Cosmos | Por Carl Sagan

Nós e os 50 anos da Era Espacial

José Monserrat Filho * - Jornal da Ciência

O Brasil só terá a ganhar se souber festejar a data, mostrando aos brasileiros a importância das atividades espaciais no mundo de hoje e a necessidade de ampliar e fortalecer seu programa espacial em benefício do desenvolvimento de todo o país.

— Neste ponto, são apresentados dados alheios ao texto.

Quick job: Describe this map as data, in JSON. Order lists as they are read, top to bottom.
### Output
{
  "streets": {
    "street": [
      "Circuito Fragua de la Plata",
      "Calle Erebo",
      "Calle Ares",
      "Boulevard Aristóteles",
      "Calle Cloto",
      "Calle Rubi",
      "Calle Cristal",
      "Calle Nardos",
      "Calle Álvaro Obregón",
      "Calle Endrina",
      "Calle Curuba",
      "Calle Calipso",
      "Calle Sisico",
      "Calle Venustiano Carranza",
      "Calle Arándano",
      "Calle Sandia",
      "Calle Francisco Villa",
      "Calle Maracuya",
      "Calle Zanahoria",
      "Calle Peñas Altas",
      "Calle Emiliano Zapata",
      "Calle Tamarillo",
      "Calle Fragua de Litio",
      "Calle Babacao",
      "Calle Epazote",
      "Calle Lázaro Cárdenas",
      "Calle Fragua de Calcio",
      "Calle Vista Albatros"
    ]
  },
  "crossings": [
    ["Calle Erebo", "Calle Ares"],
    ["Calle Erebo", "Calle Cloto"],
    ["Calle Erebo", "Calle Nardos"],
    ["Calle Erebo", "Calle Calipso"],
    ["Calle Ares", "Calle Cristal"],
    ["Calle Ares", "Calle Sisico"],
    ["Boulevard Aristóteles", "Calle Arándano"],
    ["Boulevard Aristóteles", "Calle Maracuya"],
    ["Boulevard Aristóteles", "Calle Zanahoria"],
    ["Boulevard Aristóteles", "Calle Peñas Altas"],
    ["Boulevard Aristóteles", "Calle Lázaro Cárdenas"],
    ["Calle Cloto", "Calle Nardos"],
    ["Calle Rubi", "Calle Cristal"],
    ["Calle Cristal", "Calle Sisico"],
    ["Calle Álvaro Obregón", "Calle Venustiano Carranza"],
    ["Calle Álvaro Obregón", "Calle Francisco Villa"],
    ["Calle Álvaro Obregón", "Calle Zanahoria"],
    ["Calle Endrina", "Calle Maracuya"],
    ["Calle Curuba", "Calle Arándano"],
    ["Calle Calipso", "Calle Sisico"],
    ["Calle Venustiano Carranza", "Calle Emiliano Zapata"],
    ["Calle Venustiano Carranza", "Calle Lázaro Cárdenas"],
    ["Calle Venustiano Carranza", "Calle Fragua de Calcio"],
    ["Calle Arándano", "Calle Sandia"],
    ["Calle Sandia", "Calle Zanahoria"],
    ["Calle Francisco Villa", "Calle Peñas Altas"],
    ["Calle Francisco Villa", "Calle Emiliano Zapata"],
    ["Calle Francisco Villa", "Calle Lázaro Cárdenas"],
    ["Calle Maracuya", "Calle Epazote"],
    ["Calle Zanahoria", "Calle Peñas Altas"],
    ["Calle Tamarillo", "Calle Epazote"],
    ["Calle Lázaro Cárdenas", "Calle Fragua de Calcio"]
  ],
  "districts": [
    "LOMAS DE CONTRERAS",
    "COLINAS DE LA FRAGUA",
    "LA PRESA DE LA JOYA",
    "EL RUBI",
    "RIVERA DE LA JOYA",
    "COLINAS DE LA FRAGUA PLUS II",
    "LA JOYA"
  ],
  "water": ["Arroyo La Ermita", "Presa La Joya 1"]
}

Em 2007, o mundo comemora, pelo menos, três efemérides de grande relevância para as atividades espaciais:

1) Os 50 anos da Era Espacial, inaugurada em 4 outubro de 1957, com o lançamento do Sputnik I, o primeiro satélite artificial da Terra, pela ex-União Soviética;

2) Os 40 anos do Tratado do Espaço, o código das atividades espaciais, que segue em vigor, ratificado por 98 países, inclusive o Brasil, mas reconhecido como costume de validade universal, posto que aceito por toda a comunidade internacional;

3) Os 100 anos do ucraniano Serguey Koroliev, responsável pela criação e lançamento tanto do foguete R-7 como do Sputnik I, que abriram a Era Espacial, e, por isso, é considerado um dos "pais da astronáutica moderna".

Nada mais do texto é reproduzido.